This task calls for copying every line of the records that includes the word "geometry".
-=-=-=-=-
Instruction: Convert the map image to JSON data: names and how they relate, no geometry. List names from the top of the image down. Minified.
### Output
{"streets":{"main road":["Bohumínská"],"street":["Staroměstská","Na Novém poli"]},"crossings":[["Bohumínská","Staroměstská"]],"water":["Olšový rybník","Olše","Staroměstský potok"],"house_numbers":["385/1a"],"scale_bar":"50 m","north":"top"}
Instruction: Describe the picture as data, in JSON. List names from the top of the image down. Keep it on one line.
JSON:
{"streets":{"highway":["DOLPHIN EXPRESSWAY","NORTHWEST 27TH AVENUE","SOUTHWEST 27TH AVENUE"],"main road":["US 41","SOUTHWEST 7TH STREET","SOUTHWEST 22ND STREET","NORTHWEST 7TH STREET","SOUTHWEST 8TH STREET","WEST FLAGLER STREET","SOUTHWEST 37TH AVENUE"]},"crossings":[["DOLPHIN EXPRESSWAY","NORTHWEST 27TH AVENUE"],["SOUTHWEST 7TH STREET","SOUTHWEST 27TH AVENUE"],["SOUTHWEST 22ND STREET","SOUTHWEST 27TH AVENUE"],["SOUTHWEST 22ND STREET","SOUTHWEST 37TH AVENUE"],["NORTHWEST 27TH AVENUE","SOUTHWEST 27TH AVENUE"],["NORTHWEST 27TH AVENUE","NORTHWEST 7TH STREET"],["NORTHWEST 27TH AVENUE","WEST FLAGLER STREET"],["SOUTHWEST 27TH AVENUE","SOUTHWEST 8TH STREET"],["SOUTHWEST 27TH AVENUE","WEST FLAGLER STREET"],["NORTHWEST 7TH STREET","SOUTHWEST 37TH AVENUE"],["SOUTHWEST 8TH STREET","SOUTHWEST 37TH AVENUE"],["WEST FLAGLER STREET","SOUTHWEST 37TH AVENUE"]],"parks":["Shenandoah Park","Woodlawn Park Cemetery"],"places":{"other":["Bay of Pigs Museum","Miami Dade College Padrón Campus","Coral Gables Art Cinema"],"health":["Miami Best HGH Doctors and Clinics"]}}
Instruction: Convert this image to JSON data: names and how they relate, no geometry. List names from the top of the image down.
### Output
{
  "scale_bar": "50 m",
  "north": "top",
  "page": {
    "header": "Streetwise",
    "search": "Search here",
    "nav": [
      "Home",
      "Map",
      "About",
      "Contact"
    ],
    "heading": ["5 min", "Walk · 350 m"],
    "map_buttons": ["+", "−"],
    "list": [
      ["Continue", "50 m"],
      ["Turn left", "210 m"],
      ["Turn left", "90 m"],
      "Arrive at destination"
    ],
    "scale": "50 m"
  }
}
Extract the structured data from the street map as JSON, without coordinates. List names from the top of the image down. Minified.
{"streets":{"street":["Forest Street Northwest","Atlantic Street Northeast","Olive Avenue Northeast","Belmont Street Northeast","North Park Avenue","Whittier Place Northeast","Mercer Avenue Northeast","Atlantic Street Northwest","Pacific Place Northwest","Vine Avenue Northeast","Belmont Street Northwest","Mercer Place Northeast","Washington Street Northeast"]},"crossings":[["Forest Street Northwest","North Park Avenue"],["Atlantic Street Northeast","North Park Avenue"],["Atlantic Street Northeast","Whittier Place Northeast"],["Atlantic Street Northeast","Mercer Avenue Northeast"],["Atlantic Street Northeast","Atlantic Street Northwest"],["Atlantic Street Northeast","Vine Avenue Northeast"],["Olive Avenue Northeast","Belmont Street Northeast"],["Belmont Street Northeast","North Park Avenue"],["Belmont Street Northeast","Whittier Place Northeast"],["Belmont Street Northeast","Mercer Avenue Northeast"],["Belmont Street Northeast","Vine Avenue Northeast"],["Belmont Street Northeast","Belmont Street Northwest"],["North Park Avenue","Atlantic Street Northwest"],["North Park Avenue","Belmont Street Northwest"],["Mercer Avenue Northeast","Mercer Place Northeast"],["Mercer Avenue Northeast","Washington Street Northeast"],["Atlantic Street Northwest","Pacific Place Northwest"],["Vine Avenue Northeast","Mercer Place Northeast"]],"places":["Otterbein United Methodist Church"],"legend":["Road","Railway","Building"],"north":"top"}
-=-=-=-=-
• [ANSWER FOR THE TASK]
Instruction: Convert the map image to JSON data: names and how they relate, no geometry. List names from the top of the image down. Minified.
Instruction: Convert this image to JSON data: names and how they relate, no geometry. List names from the top of the image down.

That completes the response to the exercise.